CAVE OF FORGOTTEN DREAMS
Reviewer: Goncalo SousaRated: U (UK)
UK Release Date: 25th March 2011
Director: Werner Herzog
There is a moment about halfway through Werner Herzog’s stereoscopic documentary Cave of Forgotten Dreams when we see the black and white, grainy footage of Fred Astaire dancing against his own shadows in the 1936 film Swing Time, before cutting back to the crystal-clear digital 3D image of the rugged cave walls, the film crew’s shadows spreading across its twisty surface.
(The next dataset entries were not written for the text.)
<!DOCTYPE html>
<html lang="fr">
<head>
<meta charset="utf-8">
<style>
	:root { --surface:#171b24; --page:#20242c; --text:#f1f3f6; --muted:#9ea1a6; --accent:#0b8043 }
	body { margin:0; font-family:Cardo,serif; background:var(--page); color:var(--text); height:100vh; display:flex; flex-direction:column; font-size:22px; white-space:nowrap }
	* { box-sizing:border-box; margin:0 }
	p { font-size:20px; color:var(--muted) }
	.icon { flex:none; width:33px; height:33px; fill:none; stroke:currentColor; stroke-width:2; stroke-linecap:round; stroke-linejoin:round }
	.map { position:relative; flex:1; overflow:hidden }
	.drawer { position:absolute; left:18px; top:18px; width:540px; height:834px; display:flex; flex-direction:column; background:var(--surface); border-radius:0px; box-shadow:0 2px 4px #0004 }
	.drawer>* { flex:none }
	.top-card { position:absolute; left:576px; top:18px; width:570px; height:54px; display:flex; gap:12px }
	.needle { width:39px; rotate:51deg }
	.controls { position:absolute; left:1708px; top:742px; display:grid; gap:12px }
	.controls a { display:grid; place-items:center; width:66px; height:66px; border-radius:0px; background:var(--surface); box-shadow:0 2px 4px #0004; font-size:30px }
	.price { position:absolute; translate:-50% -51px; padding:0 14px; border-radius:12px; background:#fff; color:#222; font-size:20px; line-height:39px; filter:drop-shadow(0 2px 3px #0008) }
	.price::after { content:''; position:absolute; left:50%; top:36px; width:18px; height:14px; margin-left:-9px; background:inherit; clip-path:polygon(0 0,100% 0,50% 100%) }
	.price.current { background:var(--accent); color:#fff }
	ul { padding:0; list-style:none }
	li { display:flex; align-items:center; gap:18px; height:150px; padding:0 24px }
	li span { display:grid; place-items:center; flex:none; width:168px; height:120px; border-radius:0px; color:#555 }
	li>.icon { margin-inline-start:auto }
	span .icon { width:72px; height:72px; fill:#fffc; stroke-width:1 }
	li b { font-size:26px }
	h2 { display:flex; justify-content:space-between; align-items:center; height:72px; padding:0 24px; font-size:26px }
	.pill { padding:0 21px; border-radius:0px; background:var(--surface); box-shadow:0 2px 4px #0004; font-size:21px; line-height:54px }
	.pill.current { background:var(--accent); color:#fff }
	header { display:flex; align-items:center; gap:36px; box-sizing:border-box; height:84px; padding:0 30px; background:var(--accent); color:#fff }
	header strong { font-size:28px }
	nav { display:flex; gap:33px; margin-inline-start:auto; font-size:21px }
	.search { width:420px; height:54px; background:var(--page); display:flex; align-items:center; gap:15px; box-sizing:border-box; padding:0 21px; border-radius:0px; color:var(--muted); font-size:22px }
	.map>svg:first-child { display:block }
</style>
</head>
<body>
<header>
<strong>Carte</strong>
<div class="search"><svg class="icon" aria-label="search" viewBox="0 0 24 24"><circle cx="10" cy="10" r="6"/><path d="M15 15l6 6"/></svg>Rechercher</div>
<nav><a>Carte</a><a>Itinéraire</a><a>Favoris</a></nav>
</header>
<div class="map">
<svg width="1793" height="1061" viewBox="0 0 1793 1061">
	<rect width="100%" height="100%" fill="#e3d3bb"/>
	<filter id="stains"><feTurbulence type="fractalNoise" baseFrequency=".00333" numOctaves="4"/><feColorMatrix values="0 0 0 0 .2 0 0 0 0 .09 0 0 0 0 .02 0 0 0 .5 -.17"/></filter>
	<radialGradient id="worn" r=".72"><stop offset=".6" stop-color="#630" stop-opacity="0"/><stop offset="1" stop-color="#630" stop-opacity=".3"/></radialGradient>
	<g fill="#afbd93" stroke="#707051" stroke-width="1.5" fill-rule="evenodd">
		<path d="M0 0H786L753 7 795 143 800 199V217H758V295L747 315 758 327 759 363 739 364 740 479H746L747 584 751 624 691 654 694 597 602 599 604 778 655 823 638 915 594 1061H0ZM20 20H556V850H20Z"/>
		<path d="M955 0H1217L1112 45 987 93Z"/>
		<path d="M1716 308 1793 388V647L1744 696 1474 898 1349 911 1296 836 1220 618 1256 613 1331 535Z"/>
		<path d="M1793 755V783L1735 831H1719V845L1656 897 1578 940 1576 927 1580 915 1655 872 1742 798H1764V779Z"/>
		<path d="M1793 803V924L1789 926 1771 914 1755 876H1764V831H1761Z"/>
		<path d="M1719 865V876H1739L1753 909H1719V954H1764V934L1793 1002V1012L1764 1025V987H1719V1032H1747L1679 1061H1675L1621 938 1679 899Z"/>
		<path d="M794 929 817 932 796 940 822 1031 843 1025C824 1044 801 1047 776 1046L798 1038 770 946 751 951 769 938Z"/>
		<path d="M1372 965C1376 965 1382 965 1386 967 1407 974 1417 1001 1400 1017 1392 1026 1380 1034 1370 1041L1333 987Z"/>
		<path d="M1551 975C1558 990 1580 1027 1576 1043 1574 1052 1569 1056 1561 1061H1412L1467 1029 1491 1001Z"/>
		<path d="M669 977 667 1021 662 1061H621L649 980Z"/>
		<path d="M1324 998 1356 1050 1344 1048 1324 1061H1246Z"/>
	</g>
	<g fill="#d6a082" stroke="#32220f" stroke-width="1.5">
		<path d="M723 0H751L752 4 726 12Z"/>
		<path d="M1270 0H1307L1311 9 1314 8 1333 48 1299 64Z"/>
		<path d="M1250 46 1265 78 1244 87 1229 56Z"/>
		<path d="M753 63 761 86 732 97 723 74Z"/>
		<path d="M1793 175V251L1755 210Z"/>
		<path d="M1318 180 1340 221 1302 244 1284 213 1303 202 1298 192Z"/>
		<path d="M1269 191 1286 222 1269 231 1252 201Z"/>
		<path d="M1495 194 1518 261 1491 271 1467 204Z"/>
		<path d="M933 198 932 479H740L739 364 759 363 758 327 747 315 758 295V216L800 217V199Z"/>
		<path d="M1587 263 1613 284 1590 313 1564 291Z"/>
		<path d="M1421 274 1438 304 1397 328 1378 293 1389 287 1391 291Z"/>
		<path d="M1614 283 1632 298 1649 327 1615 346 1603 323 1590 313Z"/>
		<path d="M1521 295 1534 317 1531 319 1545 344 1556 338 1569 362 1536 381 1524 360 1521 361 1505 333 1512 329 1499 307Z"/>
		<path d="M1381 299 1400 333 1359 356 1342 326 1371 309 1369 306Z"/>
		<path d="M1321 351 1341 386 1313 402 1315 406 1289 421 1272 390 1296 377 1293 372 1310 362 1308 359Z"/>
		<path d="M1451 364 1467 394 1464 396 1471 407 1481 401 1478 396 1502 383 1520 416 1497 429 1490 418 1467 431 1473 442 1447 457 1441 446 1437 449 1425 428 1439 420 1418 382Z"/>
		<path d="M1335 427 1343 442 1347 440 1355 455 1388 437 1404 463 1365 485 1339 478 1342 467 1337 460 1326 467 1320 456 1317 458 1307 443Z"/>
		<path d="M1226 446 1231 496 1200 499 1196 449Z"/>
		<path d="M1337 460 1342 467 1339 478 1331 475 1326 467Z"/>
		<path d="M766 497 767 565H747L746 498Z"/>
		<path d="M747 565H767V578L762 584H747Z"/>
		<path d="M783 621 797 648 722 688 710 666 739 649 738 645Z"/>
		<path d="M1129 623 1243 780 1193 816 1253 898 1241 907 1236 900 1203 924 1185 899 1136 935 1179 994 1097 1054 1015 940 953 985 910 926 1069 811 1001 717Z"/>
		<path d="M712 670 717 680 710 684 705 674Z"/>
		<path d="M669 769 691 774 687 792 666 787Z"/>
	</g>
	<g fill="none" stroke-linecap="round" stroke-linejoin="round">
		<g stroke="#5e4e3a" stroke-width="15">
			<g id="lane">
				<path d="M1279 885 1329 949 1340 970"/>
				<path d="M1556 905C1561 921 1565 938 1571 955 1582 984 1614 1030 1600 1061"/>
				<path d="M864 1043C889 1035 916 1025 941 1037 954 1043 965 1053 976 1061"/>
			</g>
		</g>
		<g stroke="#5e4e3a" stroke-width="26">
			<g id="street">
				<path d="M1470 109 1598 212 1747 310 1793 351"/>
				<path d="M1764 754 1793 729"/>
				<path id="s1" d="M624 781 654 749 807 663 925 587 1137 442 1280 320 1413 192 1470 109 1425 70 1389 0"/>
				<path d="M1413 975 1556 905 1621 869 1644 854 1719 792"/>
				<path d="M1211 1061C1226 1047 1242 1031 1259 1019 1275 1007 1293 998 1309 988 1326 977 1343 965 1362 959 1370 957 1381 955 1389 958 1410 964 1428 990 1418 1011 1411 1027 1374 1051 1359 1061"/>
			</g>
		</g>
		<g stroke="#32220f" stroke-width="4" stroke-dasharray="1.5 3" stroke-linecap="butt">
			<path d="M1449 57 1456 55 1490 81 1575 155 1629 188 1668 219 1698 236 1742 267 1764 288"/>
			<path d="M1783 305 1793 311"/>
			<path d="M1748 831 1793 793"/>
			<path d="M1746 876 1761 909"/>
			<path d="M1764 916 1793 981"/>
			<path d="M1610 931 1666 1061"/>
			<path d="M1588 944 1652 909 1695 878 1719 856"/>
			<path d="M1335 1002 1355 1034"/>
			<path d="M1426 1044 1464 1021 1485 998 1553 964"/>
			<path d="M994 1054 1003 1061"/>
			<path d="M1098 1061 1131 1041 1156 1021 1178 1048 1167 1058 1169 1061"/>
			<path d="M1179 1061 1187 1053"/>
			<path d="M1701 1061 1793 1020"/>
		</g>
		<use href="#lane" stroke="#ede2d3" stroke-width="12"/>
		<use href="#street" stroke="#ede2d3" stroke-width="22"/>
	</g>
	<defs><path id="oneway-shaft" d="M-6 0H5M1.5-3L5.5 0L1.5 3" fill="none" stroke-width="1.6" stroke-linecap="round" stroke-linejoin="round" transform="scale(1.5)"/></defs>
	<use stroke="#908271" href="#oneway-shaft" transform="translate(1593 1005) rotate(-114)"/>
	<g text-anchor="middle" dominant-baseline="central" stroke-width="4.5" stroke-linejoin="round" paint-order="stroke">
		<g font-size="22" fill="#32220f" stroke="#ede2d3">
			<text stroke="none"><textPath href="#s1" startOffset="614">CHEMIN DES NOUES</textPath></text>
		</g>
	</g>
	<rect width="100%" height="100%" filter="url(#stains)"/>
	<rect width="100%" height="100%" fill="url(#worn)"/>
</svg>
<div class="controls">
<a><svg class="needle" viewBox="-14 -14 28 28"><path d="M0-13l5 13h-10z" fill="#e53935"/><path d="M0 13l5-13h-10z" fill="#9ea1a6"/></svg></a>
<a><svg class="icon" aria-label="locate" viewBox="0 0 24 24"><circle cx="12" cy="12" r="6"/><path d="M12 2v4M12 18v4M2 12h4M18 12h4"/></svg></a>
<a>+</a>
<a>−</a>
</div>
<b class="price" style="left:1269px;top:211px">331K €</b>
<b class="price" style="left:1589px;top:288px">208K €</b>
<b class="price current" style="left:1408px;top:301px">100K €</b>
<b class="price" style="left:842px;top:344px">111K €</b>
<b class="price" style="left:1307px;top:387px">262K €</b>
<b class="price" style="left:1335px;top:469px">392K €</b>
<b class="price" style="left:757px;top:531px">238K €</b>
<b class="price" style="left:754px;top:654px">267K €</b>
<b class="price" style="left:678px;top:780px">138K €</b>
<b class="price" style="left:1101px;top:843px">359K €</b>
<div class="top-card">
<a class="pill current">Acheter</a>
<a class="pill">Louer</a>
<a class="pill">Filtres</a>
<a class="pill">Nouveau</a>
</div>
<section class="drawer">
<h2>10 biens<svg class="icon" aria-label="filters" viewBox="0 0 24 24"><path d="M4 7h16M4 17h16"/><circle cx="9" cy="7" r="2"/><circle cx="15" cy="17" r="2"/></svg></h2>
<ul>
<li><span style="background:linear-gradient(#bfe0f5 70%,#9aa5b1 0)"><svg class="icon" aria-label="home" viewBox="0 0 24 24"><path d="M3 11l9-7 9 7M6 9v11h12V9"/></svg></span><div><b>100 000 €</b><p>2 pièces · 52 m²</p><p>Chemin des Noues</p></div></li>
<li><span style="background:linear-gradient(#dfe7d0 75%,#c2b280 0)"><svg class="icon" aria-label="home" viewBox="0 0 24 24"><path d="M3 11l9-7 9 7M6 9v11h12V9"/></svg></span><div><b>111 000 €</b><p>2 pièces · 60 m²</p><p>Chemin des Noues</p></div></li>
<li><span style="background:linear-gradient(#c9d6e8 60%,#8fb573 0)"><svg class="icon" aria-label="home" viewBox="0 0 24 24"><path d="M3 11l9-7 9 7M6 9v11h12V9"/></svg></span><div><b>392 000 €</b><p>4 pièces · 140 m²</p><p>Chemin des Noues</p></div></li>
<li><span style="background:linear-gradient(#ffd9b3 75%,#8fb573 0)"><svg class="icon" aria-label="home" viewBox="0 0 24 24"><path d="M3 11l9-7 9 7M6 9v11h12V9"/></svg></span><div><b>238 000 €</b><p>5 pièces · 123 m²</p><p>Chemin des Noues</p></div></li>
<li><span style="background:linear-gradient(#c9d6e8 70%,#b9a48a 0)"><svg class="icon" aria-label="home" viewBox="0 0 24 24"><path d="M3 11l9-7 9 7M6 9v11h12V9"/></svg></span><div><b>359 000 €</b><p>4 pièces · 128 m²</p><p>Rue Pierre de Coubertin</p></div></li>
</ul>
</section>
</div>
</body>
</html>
In this transition alone, cinema gains colour, definition, and an extra dimension, and we are struck at how far pictorial representation has come, not only this century, but since the dawn of Man.
This documentary explores the Cahuvet Cave in southern France, a sanctum that remained sealed for almost 30,000 years, until it was rediscovered in 1994. Within this cave, stretching along its walls, are the earliest known images made humans anywhere in the world, showing Mankind’s early explorations of form, colour, movement, and even the third dimension, as the original artists incorporated the contours of the rock into their paintings.
During the film’s production, which was subject to strict limitations by French authorities, Herzog was only allowed to take in two more crew members, for a very limited amount of time each day, for one week only. These restrictions resulted in a film with a certain guerrilla-documentary feel to it, humanising a technique – digital 3D – which so far has been mostly associated with blockbuster movie productions.
Indeed,Herzog’s decision to shoot a documentary about cave paintings in 3D might initially come across as odd, but watching the film the reasons for this choice become absolutely clear. The same way the ancestral artists used the shapes and twists of the rock walls, making these intrinsic to the paintings, Herzog presents us with a film that breaks away from the flatness of the silverscreen, with scenes which are visually mesmerizing and awe-inspiring.
There is a particular shot of the cave floor, littered with perfectly preserved prehistoric skulls and footprints, where you get very close to feeling, perhaps touching, the textures of the sand and bones. In fact, it is by exploring the caves and its history as a sensorial journey that Herzog pushes the documentary to its conceptual extremes. Having explored colour and shape, stillness and movement, 2D and 3D, he goes further to explore the senses of smell and sound.
Herzog also introduces us to a troupe of characters whose lives are connected to the cave in different ways, from the scientists who study the paintings, to a parfumeur who uses his sense of smell to search for new archaeological treasures in the vicinity of the caves. By showing us all the various characters and their quirky personality traits, their beliefs and dreams, ultimately by showing as humans rather than faceless scientists, Herzog invites us to imagine how complex the people who made these paintings must have been, rather than faceless cavemen. These are the forgotten dreams of the film’s title which Herzog ultimately sets out to explore, and we are lucky enough to be taken along with him.